Return the listing that follows exactly, with no pictures included.

### Data extract
───
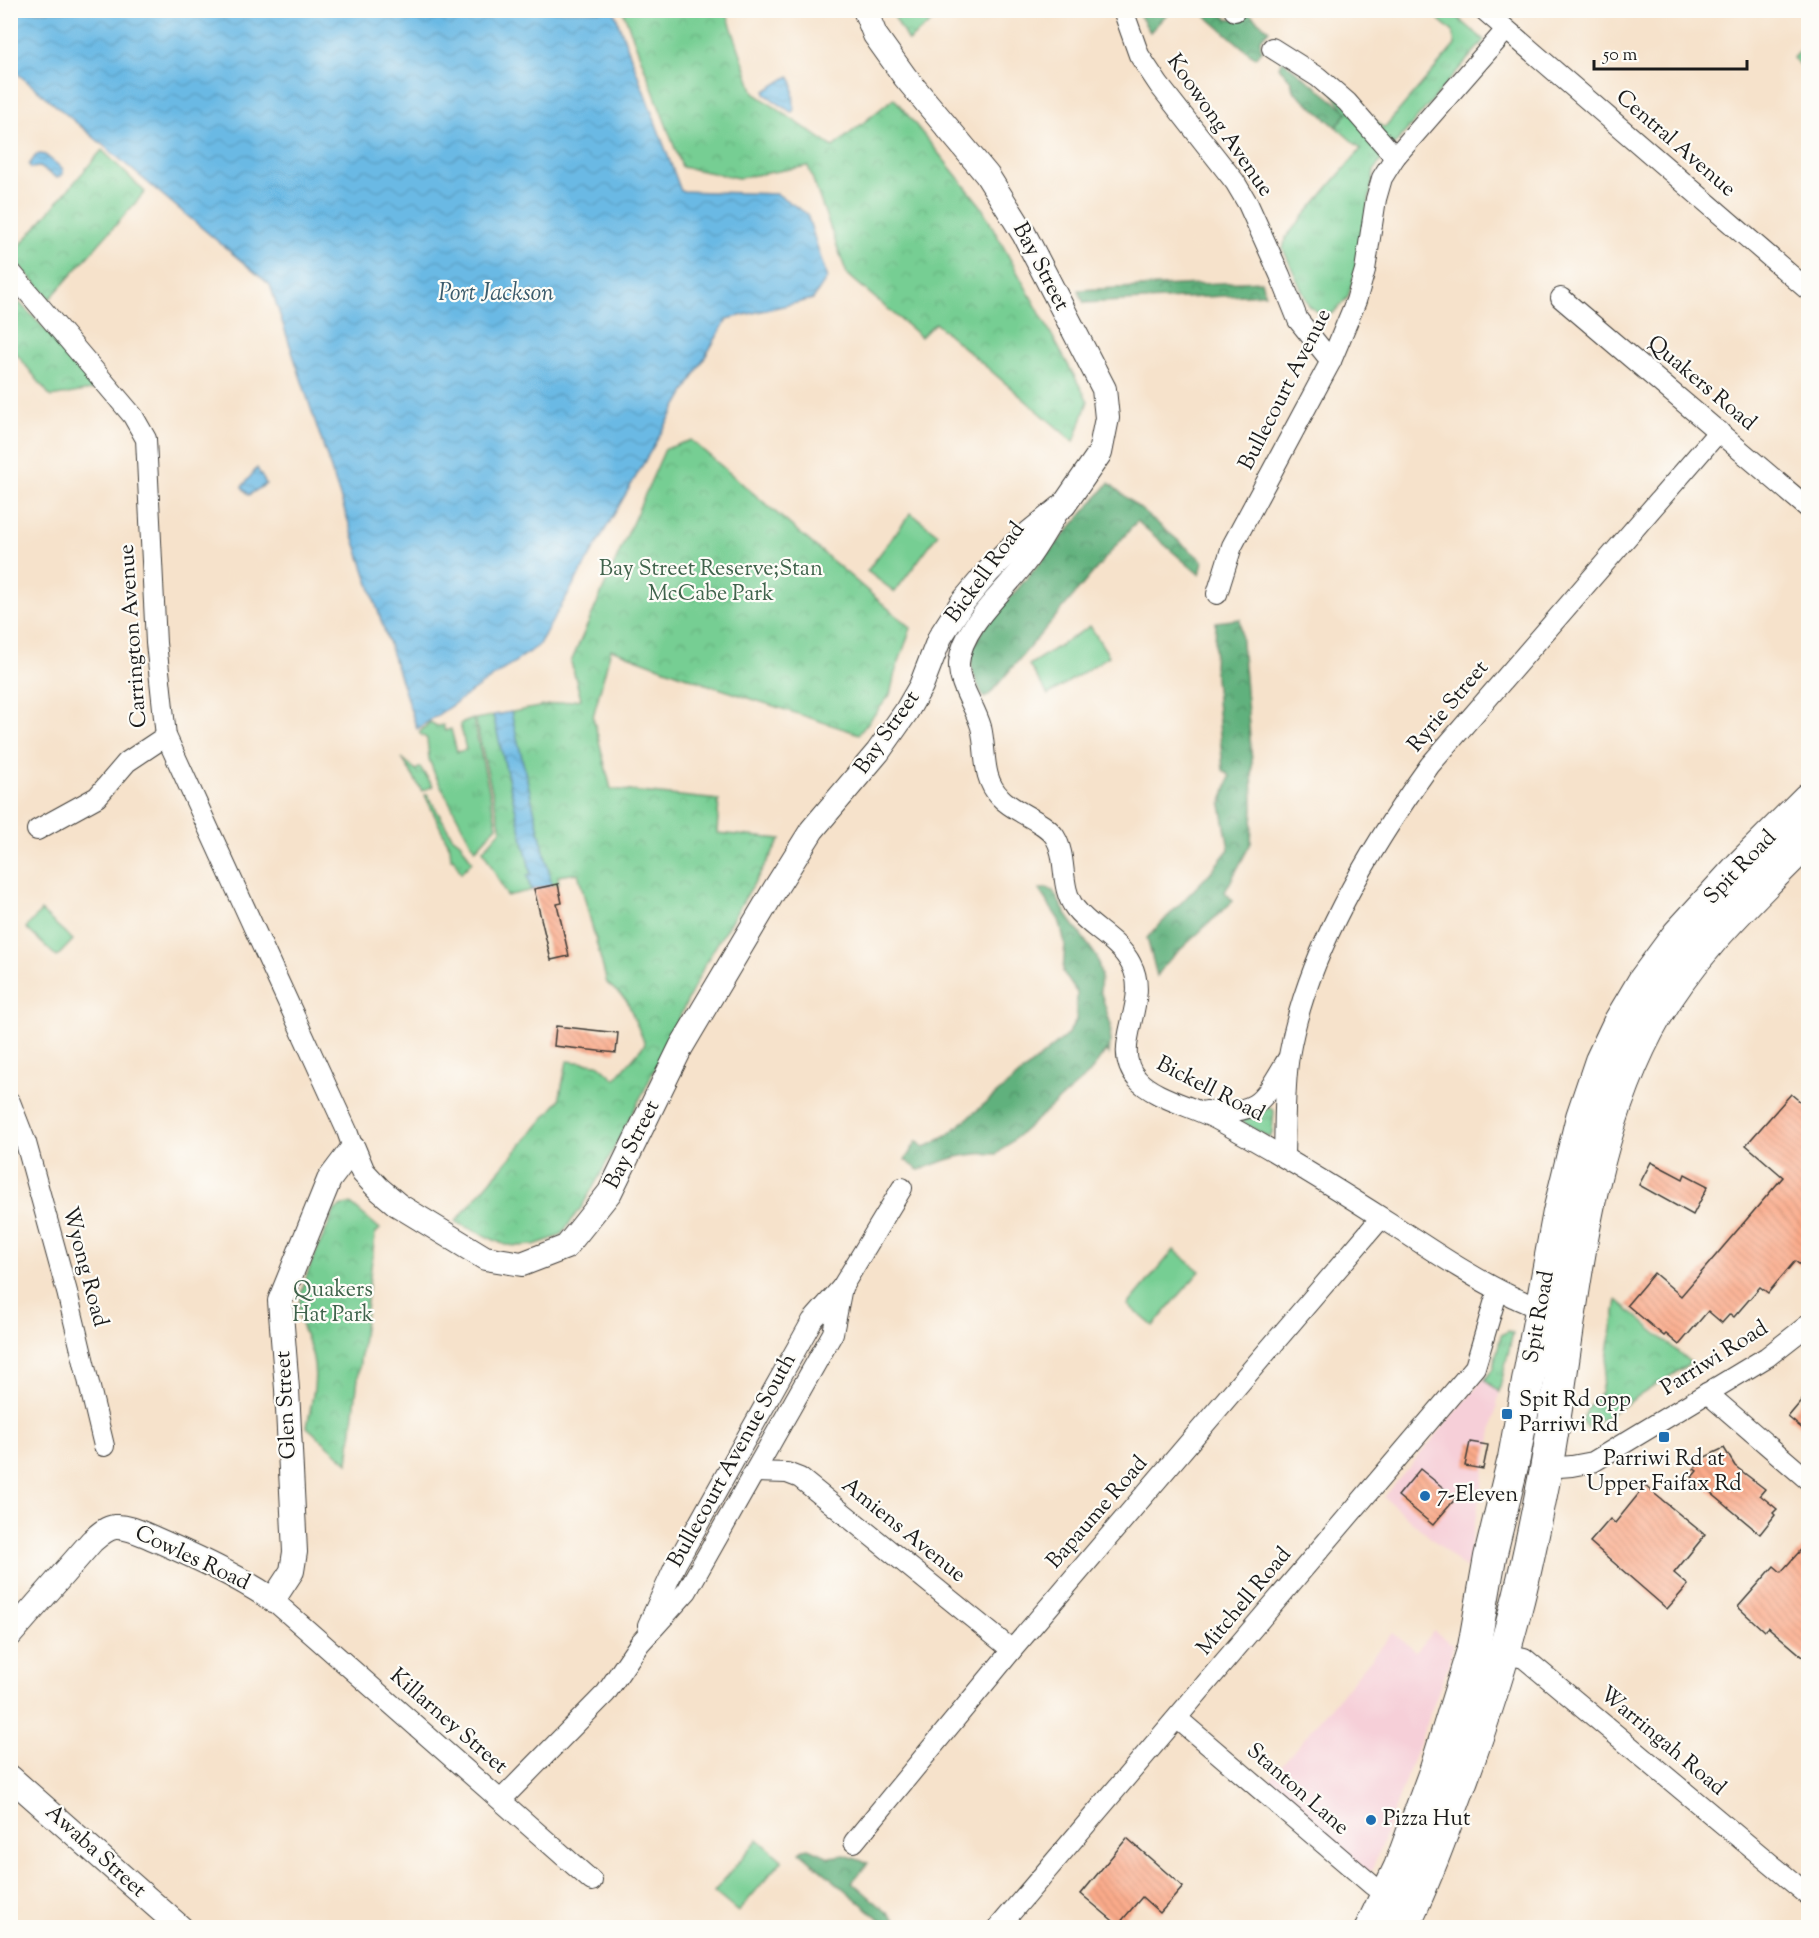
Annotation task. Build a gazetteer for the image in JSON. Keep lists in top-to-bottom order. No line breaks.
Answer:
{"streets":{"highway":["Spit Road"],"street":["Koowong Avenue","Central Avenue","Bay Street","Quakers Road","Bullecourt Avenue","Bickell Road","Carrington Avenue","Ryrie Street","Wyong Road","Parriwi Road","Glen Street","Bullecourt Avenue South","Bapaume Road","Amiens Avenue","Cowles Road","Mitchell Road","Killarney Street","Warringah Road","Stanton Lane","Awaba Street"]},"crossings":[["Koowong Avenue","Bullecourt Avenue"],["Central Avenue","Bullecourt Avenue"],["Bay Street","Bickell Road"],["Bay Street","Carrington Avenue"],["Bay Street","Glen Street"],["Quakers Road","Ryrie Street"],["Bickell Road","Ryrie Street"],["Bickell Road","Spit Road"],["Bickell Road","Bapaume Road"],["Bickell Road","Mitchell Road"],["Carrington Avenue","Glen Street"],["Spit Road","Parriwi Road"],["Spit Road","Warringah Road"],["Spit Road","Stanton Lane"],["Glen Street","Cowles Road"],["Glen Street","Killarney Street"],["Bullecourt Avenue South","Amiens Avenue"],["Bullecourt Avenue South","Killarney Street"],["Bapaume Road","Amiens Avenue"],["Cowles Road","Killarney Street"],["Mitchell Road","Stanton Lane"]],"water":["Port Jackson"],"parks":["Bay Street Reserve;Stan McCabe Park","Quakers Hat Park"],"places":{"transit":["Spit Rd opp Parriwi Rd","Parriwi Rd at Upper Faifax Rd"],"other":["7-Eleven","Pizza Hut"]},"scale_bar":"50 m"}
───
### Your solution
Annotation task. Build a gazetteer for the image in JSON. Keep lists in top-to-bottom order. No line breaks.
Answer:
{"streets":{"highway":["Spit Road"],"street":["Koowong Avenue","Central Avenue","Bay Street","Quakers Road","Bullecourt Avenue","Bickell Road","Carrington Avenue","Ryrie Street","Wyong Road","Parriwi Road","Glen Street","Bullecourt Avenue South","Bapaume Road","Amiens Avenue","Cowles Road","Mitchell Road","Killarney Street","Warringah Road","Stanton Lane","Awaba Street"]},"crossings":[["Koowong Avenue","Bullecourt Avenue"],["Central Avenue","Bullecourt Avenue"],["Bay Street","Bickell Road"],["Bay Street","Carrington Avenue"],["Bay Street","Glen Street"],["Quakers Road","Ryrie Street"],["Bickell Road","Ryrie Street"],["Bickell Road","Spit Road"],["Bickell Road","Bapaume Road"],["Bickell Road","Mitchell Road"],["Carrington Avenue","Glen Street"],["Spit Road","Parriwi Road"],["Spit Road","Warringah Road"],["Spit Road","Stanton Lane"],["Glen Street","Cowles Road"],["Glen Street","Killarney Street"],["Bullecourt Avenue South","Amiens Avenue"],["Bullecourt Avenue South","Killarney Street"],["Bapaume Road","Amiens Avenue"],["Cowles Road","Killarney Street"],["Mitchell Road","Stanton Lane"]],"water":["Port Jackson"],"parks":["Bay Street Reserve;Stan McCabe Park","Quakers Hat Park"],"places":{"transit":["Spit Rd opp Parriwi Rd","Parriwi Rd at Upper Faifax Rd"],"other":["7-Eleven","Pizza Hut"]},"scale_bar":"50 m"}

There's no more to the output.